Twenty-year-old Sonny Bear is now the world heavyweight champ, but he’s not happy and his life is spinning out of control. As the fourth novel in Lipsyte’s “The Contender” series begins, Sonny is preparing for what should be an easy fight in Las Vegas, a warm-up for what will certainly be a more difficult challenge against Floyd “The Wall” Hall, whom Sonny Bear beat to grab the heavyweight title. But the fight is anything but easy, Sonny barely wins and afterwards runs away to escape his corrupt promoter and trainers. An e-mail from someone calling himself “Warrior Angel” brings him back to life and helps him find the strength to return to his roots. He meets Warrior Angel there, who turns out to be Starkey, a teenage boy with severe mental health issues, including voices he hears in his head. Starkey and Sonny seem to be a symbiotic combination.

Readers will not only enjoy the excitement and quick pace of the writing, especially the boxing scenes, but will also be intrigued by this new character, the deranged-but-benevolent Starkey.

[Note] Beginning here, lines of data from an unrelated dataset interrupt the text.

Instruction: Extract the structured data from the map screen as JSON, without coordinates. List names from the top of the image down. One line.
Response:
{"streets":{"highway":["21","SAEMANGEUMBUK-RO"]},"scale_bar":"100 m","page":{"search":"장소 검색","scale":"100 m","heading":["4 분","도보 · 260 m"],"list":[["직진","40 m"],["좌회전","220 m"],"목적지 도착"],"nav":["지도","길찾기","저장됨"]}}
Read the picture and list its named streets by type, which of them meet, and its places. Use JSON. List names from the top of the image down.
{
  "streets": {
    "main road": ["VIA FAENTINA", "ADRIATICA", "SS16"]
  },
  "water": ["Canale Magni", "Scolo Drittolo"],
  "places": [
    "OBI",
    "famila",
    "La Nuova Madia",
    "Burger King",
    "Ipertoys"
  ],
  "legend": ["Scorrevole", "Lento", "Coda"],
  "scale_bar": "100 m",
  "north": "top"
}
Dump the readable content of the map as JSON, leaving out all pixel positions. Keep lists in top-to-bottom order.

Reading the other three novels in the series will help readers to better understand the supporting characters, many of whom have played major roles in the previous stories.

Bill Konigsberg
Tempe, AZ

The Way A Door Closes by Hope Anita Smith
Henry Holt and Company, 2003, 52 pp. $18.95

Loss of a Parent/Poetry
ISBN: 0-8050-6477-X

This collection of poems all revolves around 13-year-old C.J. This collection is written in story form. Each poem represents a different family member who explains a bit of their life. Grandmomma explains how she had to sit on the back of the bus during segregation. Daddy tells C.J. he is “almos’ a man.” Then everything changes after Daddy loses his job. He leaves the family. The family goes through a great deal of pain but learns to heal. Almost a year later Daddy returns. This time C.J. knows Daddy is going to stay. Through these poems C.J. finds a way to show his hurt, healing and the power to “open the door again.”

I would use this book when teaching about segregation and in my poetry unit. This collection is a terrific example of a different format poems can take. Students could write a different ending to this story by creating different poems. They could write about how this collection of poems affected them when then read them.